▸ **Dataset records**:
►

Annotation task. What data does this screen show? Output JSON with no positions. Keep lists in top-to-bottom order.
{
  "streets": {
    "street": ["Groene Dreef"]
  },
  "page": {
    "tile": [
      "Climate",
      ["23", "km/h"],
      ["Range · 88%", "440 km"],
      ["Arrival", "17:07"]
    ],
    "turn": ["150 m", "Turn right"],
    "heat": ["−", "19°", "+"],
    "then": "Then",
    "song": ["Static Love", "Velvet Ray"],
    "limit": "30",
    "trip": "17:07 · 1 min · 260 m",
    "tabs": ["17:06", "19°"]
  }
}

◄

▸ **Task description**:
Output the listing above in full, exactly as written.

▸ **Solved problem**:
Annotation task. What data does this screen show? Output JSON with no positions. Keep lists in top-to-bottom order.
{
  "streets": {
    "street": ["Groene Dreef"]
  },
  "page": {
    "tile": [
      "Climate",
      ["23", "km/h"],
      ["Range · 88%", "440 km"],
      ["Arrival", "17:07"]
    ],
    "turn": ["150 m", "Turn right"],
    "heat": ["−", "19°", "+"],
    "then": "Then",
    "song": ["Static Love", "Velvet Ray"],
    "limit": "30",
    "trip": "17:07 · 1 min · 260 m",
    "tabs": ["17:06", "19°"]
  }
}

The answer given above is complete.